On Nov. 21, the new EB-5 regulations went into effect, ushering in long-anticipated changes to the immigrant investor program. The EB-5 immigrant investor visa program, created in 1990 by the Immigration Act of 1990, provides a method for eligible immigrant investors to become lawful permanent residents by investing at least $500,000 to finance a business in the United States that will employ at least 10 American workers. The most notable change to the program for potential immigrant investors is the minimum investment amounts. The standard minimum investment amount has increased from $1 million to $1.8 million, and investments in a targeted employment area (TEA) have increased from $500,000 to $900,000. While this seems like a drastic increase, the minimum investment amounts have remained the same for the past three decades, since the inception of the EB-5 program in 1990. Therefore, the increase represents an adjustment for inflation, reflecting the present-day value of the investment amounts established by Congress in 1990. However, the long-term effects on the program and the U.S. economy remain to be seen. Regardless of the rationale, the increase will most likely shrink the pool of prospective investors who have the means to make such an investment.

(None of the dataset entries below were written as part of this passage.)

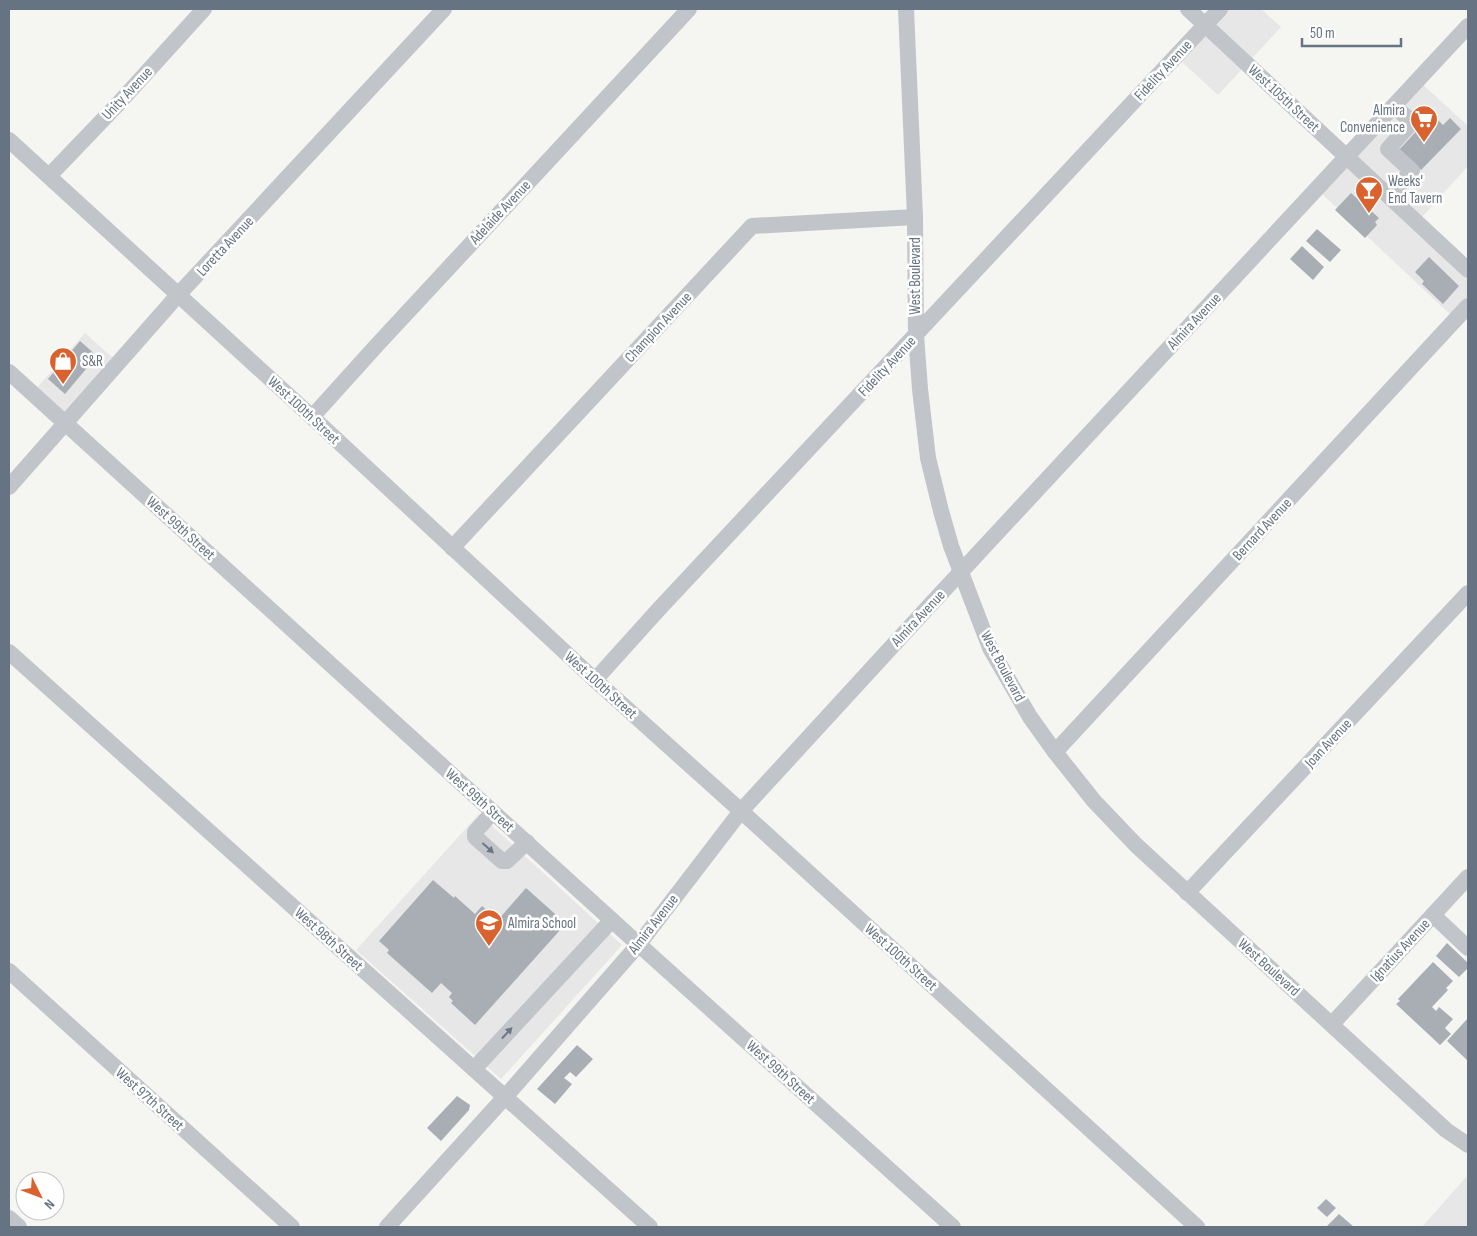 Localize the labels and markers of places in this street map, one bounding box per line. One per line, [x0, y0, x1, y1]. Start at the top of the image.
place label: Almira Convenience [1340, 101, 1405, 137]
supermarket icon: Almira Convenience [1409, 104, 1439, 143]
place label: Weeks' End Tavern [1388, 172, 1442, 208]
bar icon: Weeks' End Tavern [1354, 175, 1384, 214]
shop icon: S&R [48, 346, 78, 385]
place label: S&R [82, 352, 103, 371]
school or university icon: Almira School [474, 908, 504, 947]
place label: Almira School [507, 914, 576, 933]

TEA designation is another change under the new regulations. A TEA is a rural area or an area with a high unemployment rate, which is defined as at least 150% of the national average rate. The new regulations eliminate the ability of a state to determine what qualifies as a TEA and instead TEAs will be designated by the U.S. Department of Homeland Security (DHS) after the investment is made. In addition, specifically designated high-unemployment TEAs will now consist of a combination of census tracts that include the tract or contiguous tracts in which the new commercial enterprise is principally doing business, including any or all directly adjacent tracts. Further, provided that they have experienced an average unemployment rate of at least 150% of the national average unemployment rate, TEAs may now include cities and towns with populations of 20,000 or more outside of metropolitan statistical areas. These changes may cause some investments and projects to no longer qualify as being in a TEA, especially those in big cities, and will likely cause more delays in adjudication if DHS is tasked with determining TEA designations for all projects.